··· Exercise inputs ···

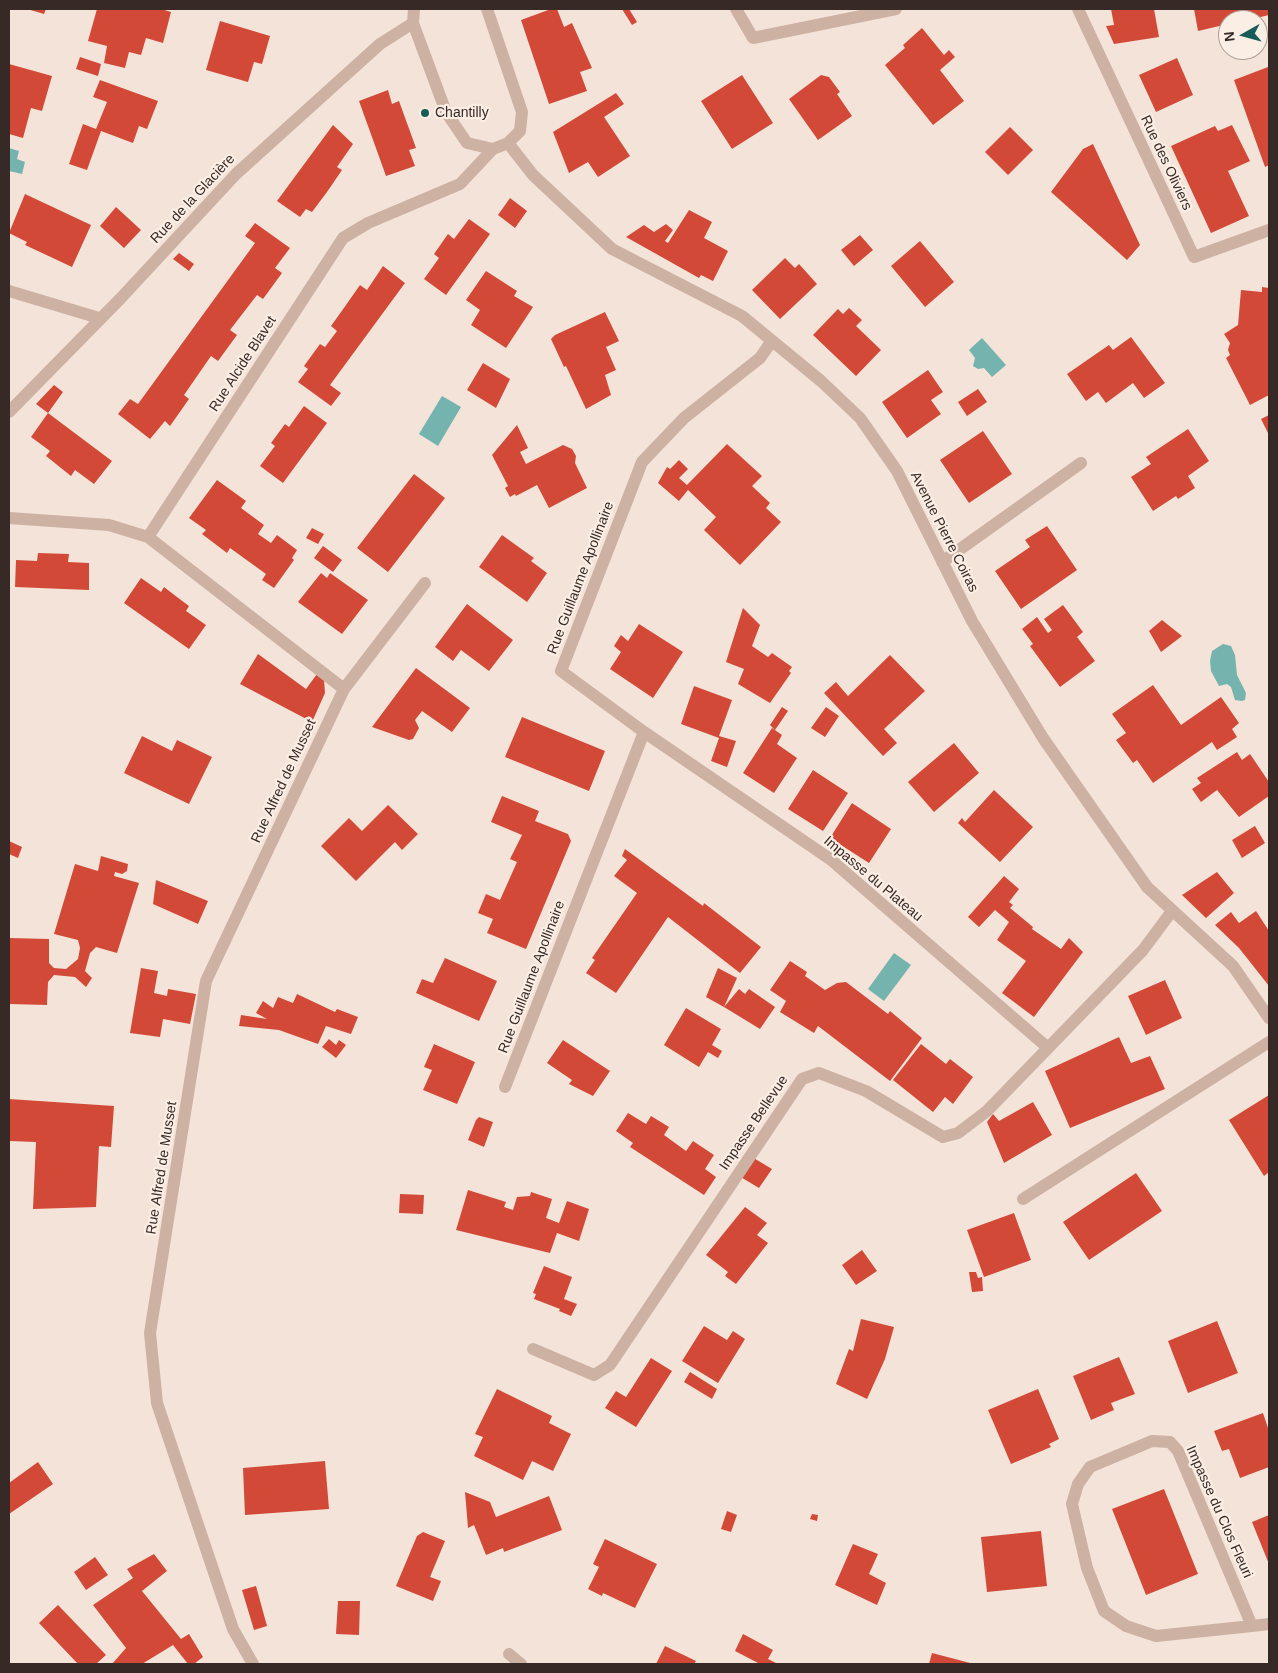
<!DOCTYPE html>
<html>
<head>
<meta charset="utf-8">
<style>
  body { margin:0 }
  #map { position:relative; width:1278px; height:1673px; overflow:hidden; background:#f4e3d8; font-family:Helvetica,sans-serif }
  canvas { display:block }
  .frame { position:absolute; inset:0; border:10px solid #372926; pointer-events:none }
  .north { position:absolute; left:1218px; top:10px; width:50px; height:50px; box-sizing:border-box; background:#fbeee4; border:1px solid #ad9f98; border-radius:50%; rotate:263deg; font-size:14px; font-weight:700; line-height:20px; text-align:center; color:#372926 }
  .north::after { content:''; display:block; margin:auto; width:18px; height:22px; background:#175c58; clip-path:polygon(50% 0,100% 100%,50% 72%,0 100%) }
</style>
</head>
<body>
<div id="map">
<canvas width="1278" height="1673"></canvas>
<div class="frame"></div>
<div class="north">N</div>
</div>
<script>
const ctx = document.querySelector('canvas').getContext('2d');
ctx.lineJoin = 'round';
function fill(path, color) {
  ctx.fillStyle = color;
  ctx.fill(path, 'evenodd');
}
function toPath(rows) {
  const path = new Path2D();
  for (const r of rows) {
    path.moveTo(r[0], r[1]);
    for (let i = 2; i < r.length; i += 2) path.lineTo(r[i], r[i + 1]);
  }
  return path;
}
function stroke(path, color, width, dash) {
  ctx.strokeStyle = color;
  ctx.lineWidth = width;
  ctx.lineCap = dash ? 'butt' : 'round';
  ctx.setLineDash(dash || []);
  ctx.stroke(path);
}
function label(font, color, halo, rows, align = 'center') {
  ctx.font = font + ' Helvetica,sans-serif';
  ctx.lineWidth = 4.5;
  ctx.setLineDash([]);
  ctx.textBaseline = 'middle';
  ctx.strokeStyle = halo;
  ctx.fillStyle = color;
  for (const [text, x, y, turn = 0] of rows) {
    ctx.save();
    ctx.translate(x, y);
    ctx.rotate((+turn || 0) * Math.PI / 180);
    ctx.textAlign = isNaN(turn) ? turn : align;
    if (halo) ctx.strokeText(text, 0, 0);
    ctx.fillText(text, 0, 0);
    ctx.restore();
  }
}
const water = toPath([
  [9,148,19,151,17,159,25,162,22,174,9,171],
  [982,338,1006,365,992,377,984,368,978,369,973,366,975,358,969,350],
  [442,396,461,407,438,446,419,434],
  [1223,644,1231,646,1235,655,1237,675,1246,693,1245,700,1242,701,1235,700,1231,687,1227,684,1219,686,1211,671,1210,661,1212,651],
  [894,953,911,965,884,1001,868,989]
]);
const building = toPath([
  [27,9,46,9,44,14],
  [97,9,161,9,171,12,163,43,146,38,141,55,129,52,125,68,104,63,107,46,88,41],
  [551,9,557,9,564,27,572,23,592,68,580,72,587,91,549,104,521,20],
  [622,9,629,9,637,22,632,25],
  [1111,9,1154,9,1159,37,1114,44,1106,26,1114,25],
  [1194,9,1269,9,1269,15,1248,20,1228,20,1228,24,1198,31],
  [220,21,270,36,262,64,254,62,248,82,206,70],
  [922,28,944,55,949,50,955,57,940,70,964,101,933,125,885,65,905,48,903,45],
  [80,57,101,64,98,76,76,69],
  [1177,58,1193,95,1156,112,1139,75],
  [9,64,52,76,42,111,31,108,23,138,9,134],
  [1268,67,1269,165,1265,167,1234,80],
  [742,75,773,123,732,149,701,101],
  [821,75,829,77,840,92,837,94,852,116,818,140,789,99],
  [100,80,158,101,147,129,139,126,133,143,101,131,87,170,69,164,83,124,96,129,107,102,93,97],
  [388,90,392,104,399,101,416,148,409,150,415,166,386,176,359,101],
  [616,93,624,104,604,117,630,156,598,177,588,162,569,173,553,132],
  [333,125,353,144,337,167,342,170,327,192,312,212,306,209,300,217,277,201],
  [1232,125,1250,161,1228,171,1249,216,1211,233,1171,146,1215,126,1218,131],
  [1010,127,1033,150,1008,175,985,152],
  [1093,144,1140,245,1127,260,1051,192,1083,149],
  [25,194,91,225,72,267,25,245,27,242,9,233],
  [510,198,527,211,515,228,498,215],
  [116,207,141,230,124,248,100,226],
  [689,210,712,222,704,238,728,251,713,281,701,275,699,278,626,237,644,225,654,232,666,224,673,230,665,241,668,243],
  [469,219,490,234,446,295,424,279,439,258,434,254,448,234,454,239],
  [255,223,290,248,275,268,282,273,263,299,257,295,230,330,237,335,218,361,211,356,184,395,189,399,170,426,165,421,150,439,118,414,130,399,138,404,255,243,245,236],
  [860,235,873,250,854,266,841,250],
  [920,241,954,282,925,307,891,266],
  [179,253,194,264,189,271,173,259],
  [785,258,795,268,799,264,817,284,780,319,752,290],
  [383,266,405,283,330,385,341,393,331,406,298,382,308,369,304,366,320,344,325,347,337,331,331,326,346,305,360,285,367,290],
  [486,271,517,291,514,296,533,307,506,348,471,325,480,310,466,300],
  [1262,287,1269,288,1269,395,1250,405,1226,358,1230,355,1228,350,1230,343,1224,334,1238,325,1241,290,1262,292],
  [849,308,862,320,856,326,881,350,856,376,813,335,838,309,843,314],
  [605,312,619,341,606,347,616,370,605,375,611,395,586,409,566,366,564,367,551,339,555,335],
  [1131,337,1165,383,1144,398,1133,383,1106,403,1098,392,1086,401,1067,374,1109,345,1113,350],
  [483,363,510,379,496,408,467,390],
  [928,370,943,392,931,400,941,414,907,438,882,402],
  [54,385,63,392,48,413,36,404],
  [978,389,987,402,967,416,958,402],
  [304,406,327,423,283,483,260,466,275,446,271,443,285,424,289,427],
  [48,413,112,461,94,484,75,470,71,476,46,456,50,451,31,437],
  [1269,415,1269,435,1261,419],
  [517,425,528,448,520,452,526,464,563,445,572,449,576,456,575,463,587,488,549,508,537,485,516,496,515,494,510,497,505,488,508,486,492,455],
  [1188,429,1209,461,1188,476,1195,488,1178,499,1176,496,1153,511,1131,477,1151,464,1146,457],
  [983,431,1012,474,969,503,940,460],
  [727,444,762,476,752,486,770,503,766,508,781,522,740,565,704,530,716,517,688,490,679,501,658,483,667,467,670,469,679,460,688,469,679,478,687,485],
  [414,474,445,498,388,572,357,548],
  [217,480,246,501,241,508,264,525,258,534,271,543,277,535,297,550,292,558,294,560,274,588,262,580,266,574,230,548,227,553,202,534,206,530,189,518],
  [1047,526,1077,570,1021,609,995,571,1030,547,1025,540],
  [312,528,324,534,318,544,306,538],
  [502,535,534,558,531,561,547,573,527,602,479,567],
  [323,546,342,560,333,572,314,558],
  [38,553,69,554,68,562,89,563,89,590,15,587,16,560,37,561],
  [321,573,327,578,330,573,368,600,342,634,298,602],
  [141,578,161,592,164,587,177,597,189,606,186,611,206,625,189,649,124,603],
  [467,604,513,640,489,671,461,650,453,661,435,647],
  [1063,605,1083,632,1077,637,1095,661,1060,687,1030,646,1033,644,1022,629,1037,617,1048,633,1052,630,1044,619],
  [743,608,760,625,752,646,768,657,772,653,792,667,789,671,791,673,770,703,738,684,744,669,726,662],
  [1162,620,1182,636,1161,652,1149,631],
  [639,624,683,652,653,698,610,669,621,652,614,646,621,635,628,641],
  [258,654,306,689,317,674,324,680,325,693,312,722,240,684],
  [890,655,925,691,884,729,897,743,883,756,824,693,836,682,848,696],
  [416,668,470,708,452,732,422,711,415,720,419,728,413,739,409,740,372,727],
  [1153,685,1181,725,1221,697,1239,723,1232,729,1237,737,1217,750,1212,742,1153,783,1137,760,1133,763,1116,740,1126,733,1112,714],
  [694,686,732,700,719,736,736,741,727,767,711,761,719,738,681,724],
  [782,707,788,711,775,730,770,725],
  [826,707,839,716,825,737,811,728],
  [522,717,605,751,589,791,505,757],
  [772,728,782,735,777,744,797,758,774,793,743,773],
  [142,736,172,751,177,740,212,757,189,804,124,773],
  [954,743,979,773,934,812,908,782],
  [1237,752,1242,760,1250,754,1269,782,1269,796,1239,817,1217,790,1201,802,1192,789,1201,783,1197,778],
  [813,770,848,793,823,831,788,809],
  [994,790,1033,827,1000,862,958,823,962,818,965,822],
  [502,796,539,811,535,821,568,834,571,841,526,949,487,933,493,919,478,913,486,894,500,900,517,862,510,859,522,835,491,822],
  [852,803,891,829,869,863,830,838],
  [388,805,418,834,402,850,395,842,356,881,321,846,349,818,362,831],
  [1255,826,1265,843,1242,858,1232,840],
  [9,841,22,847,18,858,9,854],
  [625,849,703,906,704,903,761,947,740,973,668,917,616,993,586,973,595,960,592,958,637,893,614,876,627,860,622,856],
  [101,856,128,864,127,871,122,874,115,872,114,876,139,883,117,953,96,947,90,953,85,971,92,978,86,987,75,977,54,975,48,982,47,1005,9,1004,9,938,49,939,49,963,54,968,66,969,78,959,80,948,78,940,54,934,75,864,98,871],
  [1217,872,1234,893,1206,918,1182,895],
  [1004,876,1019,889,1009,902,1013,905,1010,908,1033,927,1032,929,1061,949,1069,938,1083,952,1034,1017,1002,993,1026,961,997,940,1009,922,995,910,979,927,968,917],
  [156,880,208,901,198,924,153,904],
  [1256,911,1269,931,1269,986,1239,948,1215,925,1231,912,1239,923],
  [445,958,497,981,479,1021,416,993,422,979,433,983],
  [790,961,807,972,805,976,825,990,837,983,846,982,888,1014,890,1011,922,1038,890,1081,818,1026,814,1033,780,1012,786,1001,770,990],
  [141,968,158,971,154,993,167,996,168,989,196,994,190,1024,163,1019,160,1037,130,1033],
  [718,968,737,978,724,1007,706,997],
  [1165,980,1182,1018,1146,1035,1128,996],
  [739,989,745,994,749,989,775,1007,760,1029,724,1007],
  [297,994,335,1012,337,1009,358,1017,351,1034,326,1026,318,1044,279,1030,239,1026,241,1015,267,1019,256,1013,263,1001,273,1008,278,997,293,1003],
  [686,1008,721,1029,712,1045,722,1051,718,1058,708,1052,699,1067,664,1045],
  [1119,1037,1131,1063,1150,1056,1165,1089,1070,1128,1045,1071],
  [329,1039,336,1045,339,1040,346,1045,336,1058,322,1047],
  [563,1040,610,1071,593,1096,569,1084,572,1080,547,1063],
  [434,1044,475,1062,457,1104,423,1090,432,1070,424,1067],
  [921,1044,946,1064,950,1059,973,1077,953,1104,945,1097,933,1112,893,1080],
  [1269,1095,1269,1172,1264,1176,1229,1120],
  [9,1099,114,1106,111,1147,99,1146,96,1207,33,1209,36,1142,9,1141],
  [1033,1102,1052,1135,1004,1163,987,1122,993,1114,999,1121],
  [628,1113,646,1124,651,1116,669,1127,664,1135,686,1151,693,1141,714,1155,705,1169,716,1177,704,1195,630,1147,633,1143,616,1131],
  [479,1117,493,1122,484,1147,468,1140,476,1120],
  [752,1157,772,1169,759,1188,739,1176],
  [1136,1173,1162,1211,1089,1260,1063,1222],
  [468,1190,506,1202,504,1207,513,1210,517,1197,530,1196,531,1192,552,1199,546,1218,559,1223,567,1201,589,1209,579,1241,557,1233,550,1253,456,1230],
  [400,1194,424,1195,423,1214,399,1213],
  [745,1207,767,1223,757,1235,768,1243,736,1284,725,1276,728,1272,706,1255],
  [1014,1213,1031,1260,984,1277,967,1230],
  [862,1250,877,1271,856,1285,842,1265],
  [544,1266,572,1277,564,1299,577,1304,571,1316,559,1311,560,1309,534,1299,536,1294,533,1293],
  [969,1272,976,1272,978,1278,982,1277,983,1291,972,1292],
  [861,1319,894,1327,885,1359,867,1399,836,1384,849,1349,853,1351],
  [1217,1321,1238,1373,1188,1393,1168,1341],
  [704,1326,727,1340,733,1331,745,1339,718,1383,682,1361],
  [1119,1357,1135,1394,1111,1403,1114,1410,1091,1420,1073,1376],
  [651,1358,672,1371,636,1427,605,1408,616,1391,626,1397],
  [690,1372,717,1389,712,1399,684,1382],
  [497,1389,552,1416,549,1423,571,1434,553,1471,532,1461,523,1480,474,1456,483,1437,475,1434],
  [1038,1389,1059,1439,1049,1444,1051,1447,1011,1464,988,1410],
  [1263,1413,1269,1431,1269,1467,1240,1478,1229,1449,1222,1451,1214,1431],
  [325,1461,329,1509,245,1515,243,1468],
  [38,1462,53,1484,9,1514,9,1483],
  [1164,1489,1198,1574,1146,1595,1112,1509],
  [465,1492,490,1502,496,1517,549,1496,562,1530,504,1552,503,1548,486,1555,474,1525,468,1528],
  [727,1511,737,1515,731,1532,721,1529],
  [812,1514,818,1515,817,1521,810,1519],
  [1269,1515,1269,1564,1252,1522],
  [1041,1531,1047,1586,987,1592,981,1537],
  [423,1532,445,1541,430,1577,441,1581,433,1601,396,1586,417,1536],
  [605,1539,657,1564,635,1608,603,1593,602,1596,588,1589,599,1567,593,1564],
  [853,1544,878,1554,869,1574,886,1583,877,1605,835,1585],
  [154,1554,167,1571,142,1591,181,1639,189,1634,203,1657,194,1664,188,1664,173,1645,142,1664,112,1664,126,1648,93,1605,133,1578,127,1569],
  [95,1557,108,1575,86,1590,74,1572],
  [256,1586,267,1626,254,1630,242,1590],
  [338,1601,360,1601,359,1635,336,1634],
  [58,1605,106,1655,96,1664,78,1664,39,1623],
  [743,1634,773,1650,768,1659,778,1664,760,1664,735,1651],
  [665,1646,696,1661,694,1664,656,1664],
  [932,1653,974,1664,929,1664]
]);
const minor = toPath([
  [414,9,413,23,446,112,467,143,493,149,508,143,520,131,522,112,487,9],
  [736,9,753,38,896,9],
  [1078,9,1194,257,1269,230],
  [508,143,533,175,612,249,742,316,821,381,860,418,897,471,972,621,1043,738,1147,887,1233,966,1269,1018],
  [9,291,99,318],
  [771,342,760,358,684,418,642,462,561,671,644,732,830,859,1047,1047],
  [9,412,120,299,236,174,380,44,413,23],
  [9,518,109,525,148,537,344,689],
  [148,537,343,238,368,223,460,184,493,149],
  [942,562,1081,463],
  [505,1087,644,732],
  [1023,1199,1269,1042],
  [533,1349,594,1375,610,1365,802,1079,819,1073,866,1091,943,1137,958,1133,987,1111,1143,950,1172,911],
  [1252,1626,1178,1451,1170,1442,1152,1441,1090,1467,1078,1484,1072,1504,1087,1568,1104,1611,1126,1626,1156,1636,1252,1626,1269,1624],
  [509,1654,521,1664],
  [253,1664,233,1629,157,1403,150,1333,206,981,344,689,425,583]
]);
const markers = [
  [425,113,5,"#175c58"]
];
const poiNames = [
  ["Chantilly",435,113]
];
const streetNames = [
  ["Rue des Oliviers",1166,163,65],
  ["Rue de la Glacière",193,199,-47],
  ["Rue Alcide Blavet",243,364,-57],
  ["Avenue Pierre Coiras",944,532,63],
  ["Rue Guillaume Apollinaire",581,578,-69],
  ["Rue Alfred de Musset",284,781,-65],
  ["Impasse du Plateau",873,879,40],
  ["Rue Guillaume Apollinaire",532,977,-69],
  ["Impasse Bellevue",754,1123,-56],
  ["Rue Alfred de Musset",162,1168,-81],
  ["Impasse du Clos Fleuri",1219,1512,66]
];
fill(water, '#74b3ae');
fill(building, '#d24a37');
stroke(minor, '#cdb1a3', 12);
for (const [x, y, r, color] of markers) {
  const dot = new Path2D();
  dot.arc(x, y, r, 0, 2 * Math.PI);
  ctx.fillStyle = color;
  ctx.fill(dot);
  stroke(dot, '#fbeee4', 2);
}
label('14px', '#372926', '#fbeee4', poiNames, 'left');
label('14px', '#372926', '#fbeee4', streetNames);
</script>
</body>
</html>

···

What you are asked to do » From the entries above, list each line with "function" in it.

Reply »
function fill(path, color) {
function toPath(rows) {
function stroke(path, color, width, dash) {
function label(font, color, halo, rows, align = 'center') {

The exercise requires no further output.